How AI Has Rewritten the Rules of DevSecOps Automation
Automation has always been the foundation of DevSecOps. The premise is simple: remove manual toil to increase speed and security. However, veteran engineers know that "automate everything" is often a catchy slogan rather than a practical reality. We have always needed human review, approvals, and escalations.
But more importantly, we used to have a very strict rule about Return on Investment (ROI).
The Old Reality: The "Break-Even" Trap
Traditionally, we looked at automation through a strictly mathematical lens. You pay an upfront "development cost" to write the script, with the hope that the time saved over the long run eventually pays back that debt.
In a perfect world, the graph looks like a neat intersection where you eventually profit. But in the real world, the ROI isn't so neat. This struggle sparked some of the most famous engineering humor of the last decade.
The "Rabbit Hole" Problem As illustrated by the classic XKCD 1319, we often fall into the trap of spending time automating a task, only to find that the automation itself requires debugging, maintenance, and constant tweaking.

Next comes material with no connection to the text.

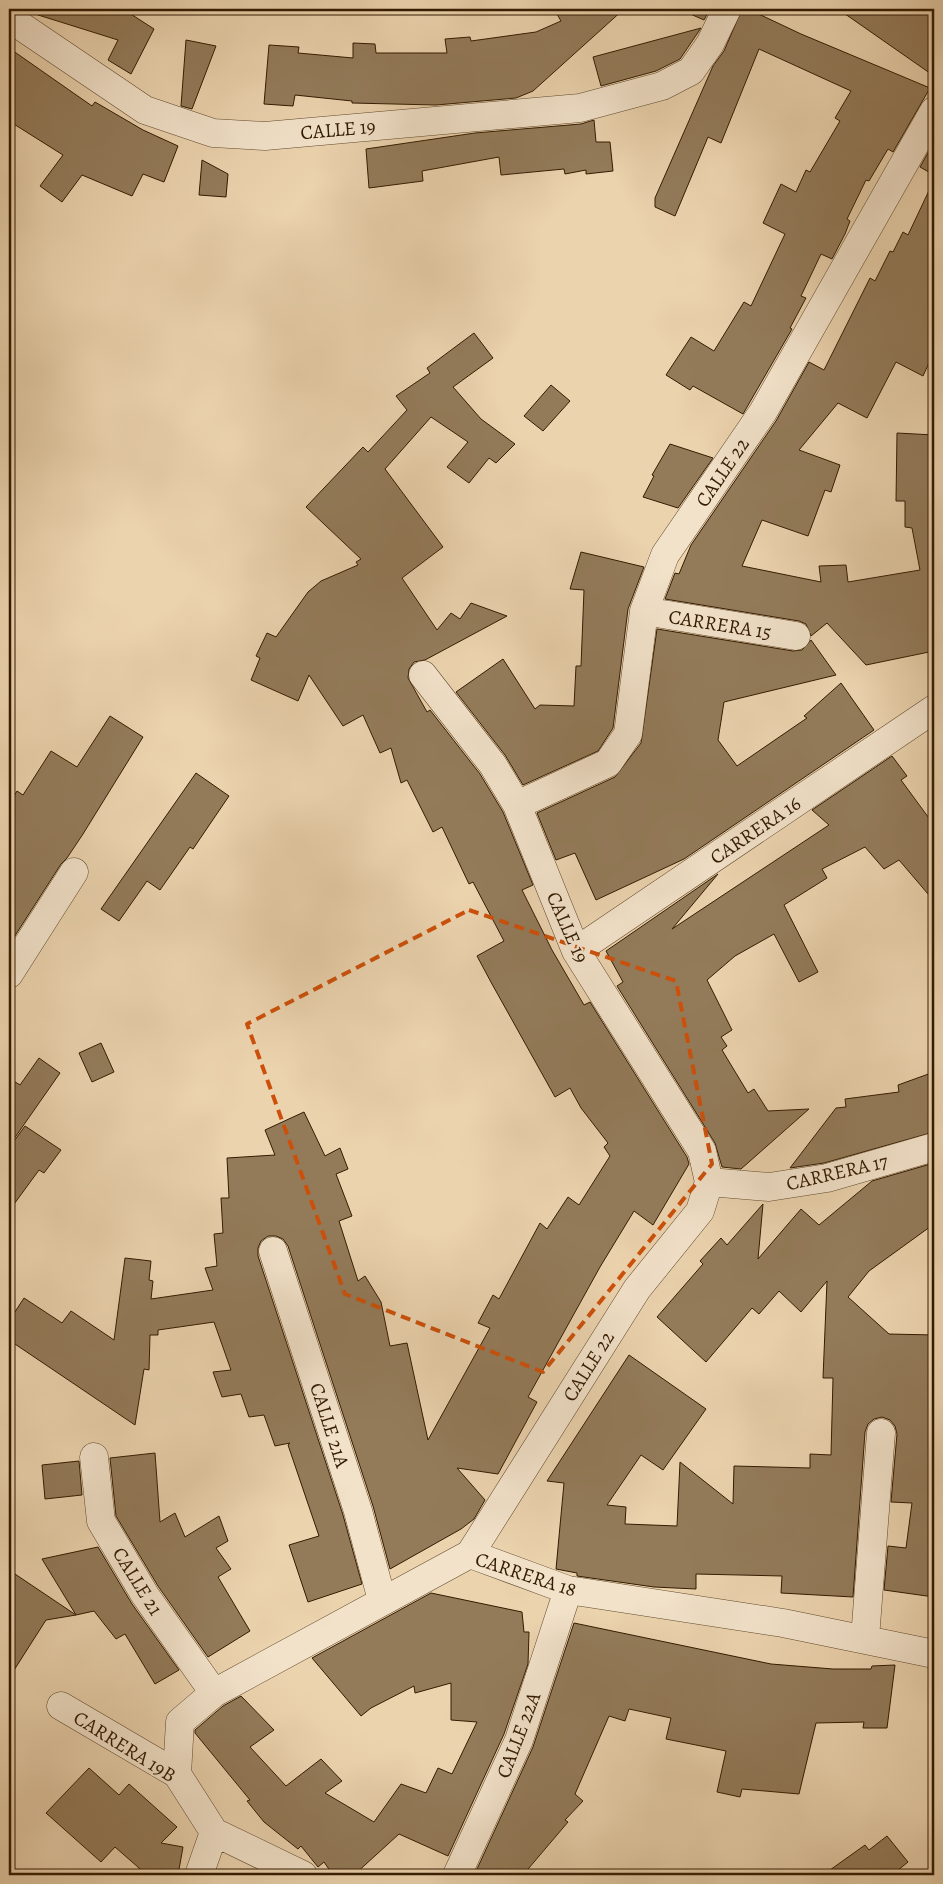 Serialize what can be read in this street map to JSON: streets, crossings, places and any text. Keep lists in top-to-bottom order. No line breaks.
{"streets":{"street":["CALLE 19","CALLE 22","CARRERA 15","CARRERA 16","CARRERA 17","CALLE 21A","CARRERA 18","CALLE 21","CALLE 22A","CARRERA 19B"]},"crossings":[["CALLE 19","CALLE 22"],["CALLE 19","CARRERA 16"],["CALLE 19","CARRERA 17"],["CALLE 22","CARRERA 15"],["CALLE 22","CARRERA 17"],["CALLE 22","CARRERA 18"],["CALLE 21A","CARRERA 18"],["CARRERA 18","CALLE 21"],["CARRERA 18","CALLE 22A"],["CARRERA 18","CARRERA 19B"]]} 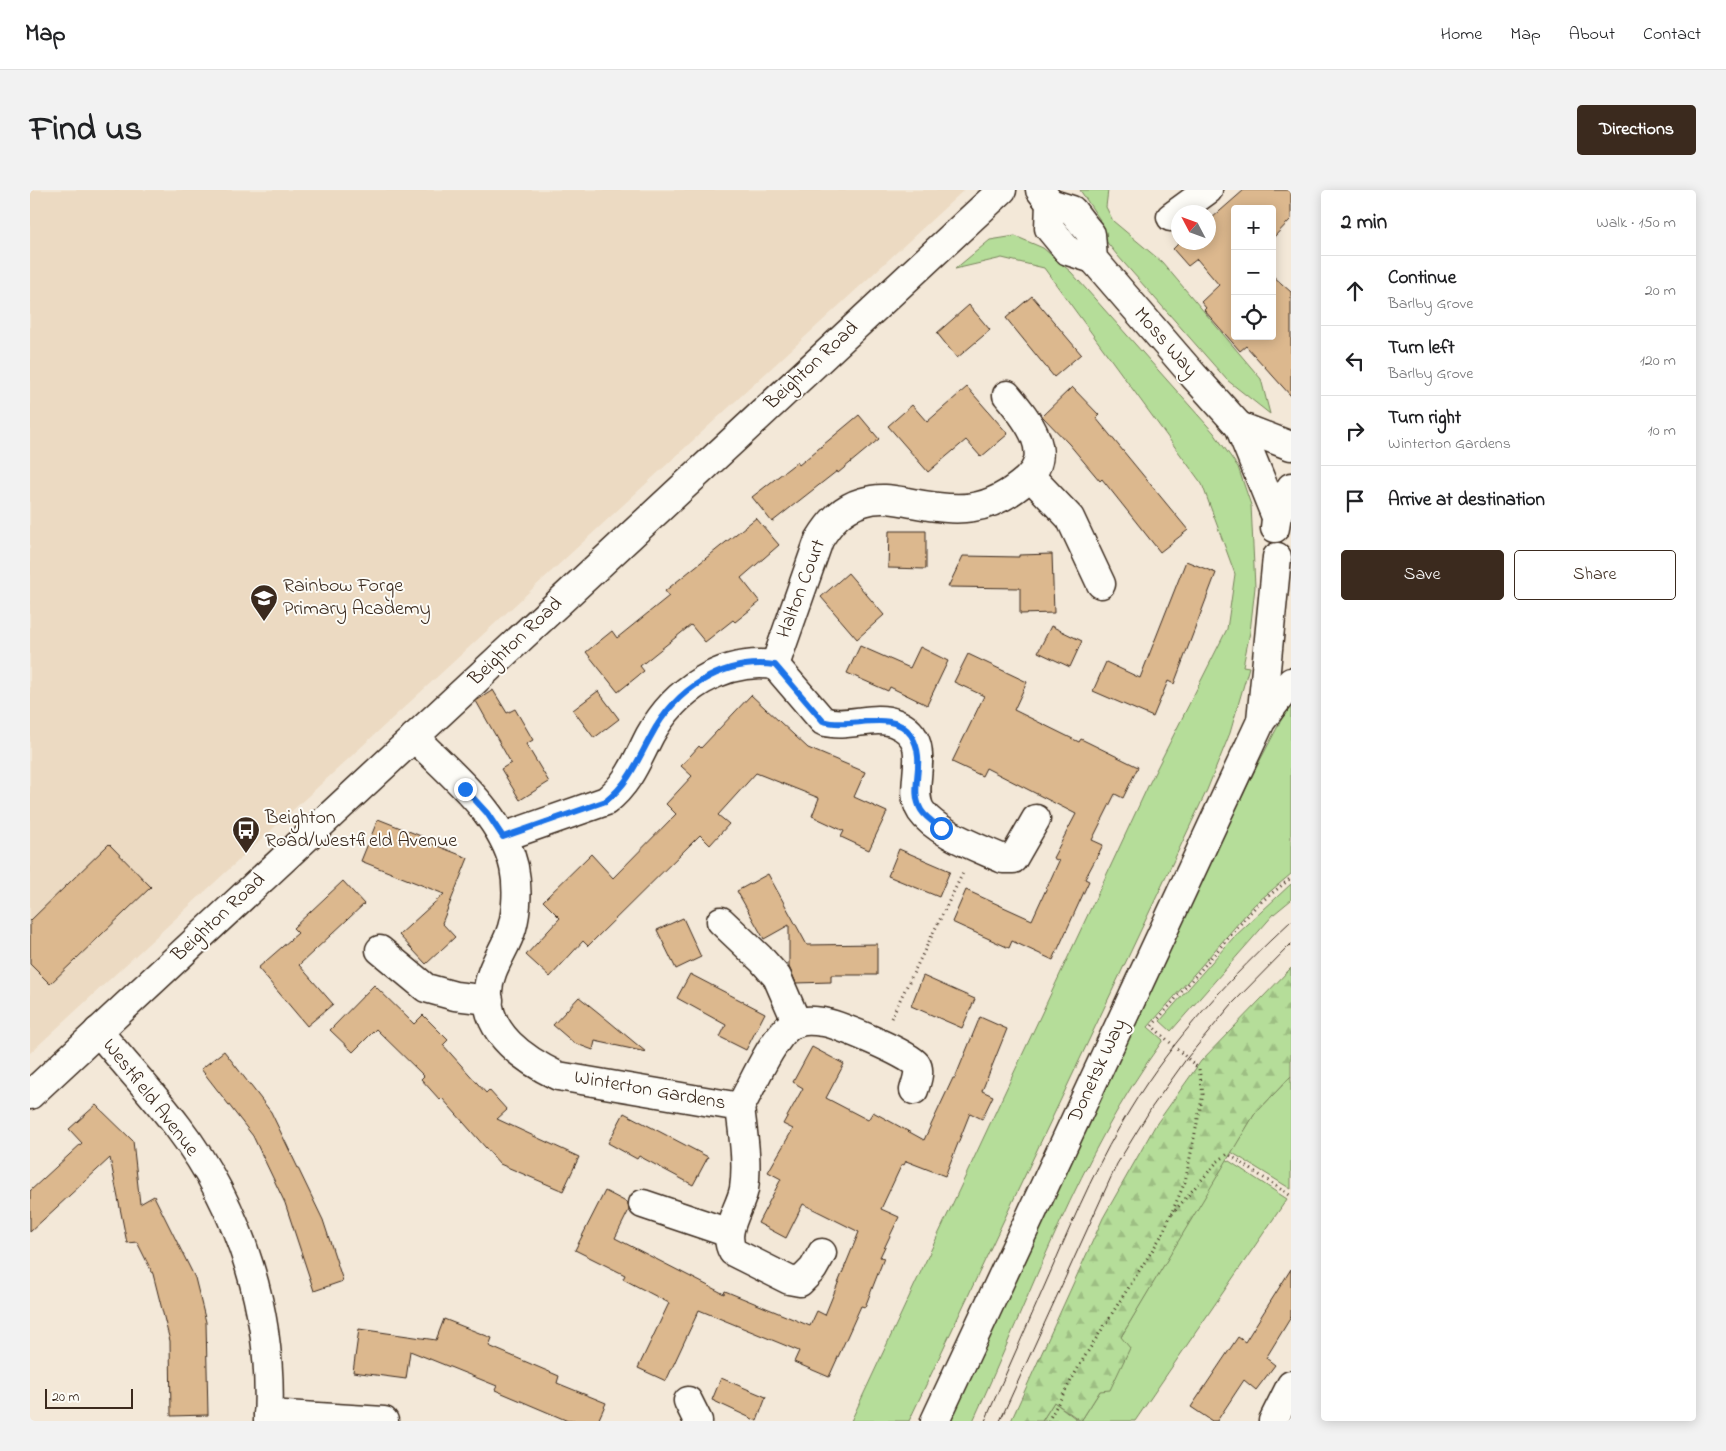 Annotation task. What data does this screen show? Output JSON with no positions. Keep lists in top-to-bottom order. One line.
{"streets":{"street":["Moss Way","Beighton Road","Halton Court","Donetsk Way","Winterton Gardens","Westfield Avenue"]},"crossings":[["Beighton Road","Winterton Gardens"],["Beighton Road","Westfield Avenue"]],"places":{"school or university":["Rainbow Forge Primary Academy"],"bus stop":["Beighton Road/Westfield Avenue"]},"scale_bar":"20 m","north":"top left","page":{"header":"Map","nav":["Home","Map","About","Contact"],"title":"Find us","buttons":["Directions",["Save","Share"]],"heading":["2 min","Walk · 150 m"],"map_buttons":["+","−"],"list":[["Continue","Barlby Grove","20 m"],["Turn left","Barlby Grove","120 m"],["Turn right","Winterton Gardens","10 m"],"Arrive at destination"],"scale":"20 m"}}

You needed deep experience to know when to stop before going down the rabbit hole. You had to ask: Is the thing I am automating going to change next week? Did I choose a poor design that will cause more pain than the manual task?
The "Is It Worth It?" Calculation Then there is the sheer math of time, famously chart-plotted in XKCD 1205.
This chart was our bible. It forced us to ask: Is it worth my time?
If a task takes 1 minute and you do it daily, you can spend 12 hours automating it.
But if that automation breaks because a website adds a Captcha, or a stable API suddenly deprecates an endpoint without warning, you have lost that bet.
For years, the smart move was often to not automate the edge cases. The friction was too high.: https://xkcd.com/1205/
The New Reality: The AI Paradigm Shift
That logic was sound for a decade. It is not true anymore.
Artificial Intelligence has fundamentally altered the variables in the automation equation. The "Initial Cost" of development has collapsed.
Here is how AI changes the math:
Lower Barrier to Entry: Generative AI can produce boilerplate scripts, regex parsers, and API connectors in seconds. The "upfront cost" is no longer hours of coding; it is minutes of prompting.
Instant Debugging: The "maintenance nightmare" of XKCD 1319 is mitigated. pasting a cryptic error log into an LLM often yields the solution instantly.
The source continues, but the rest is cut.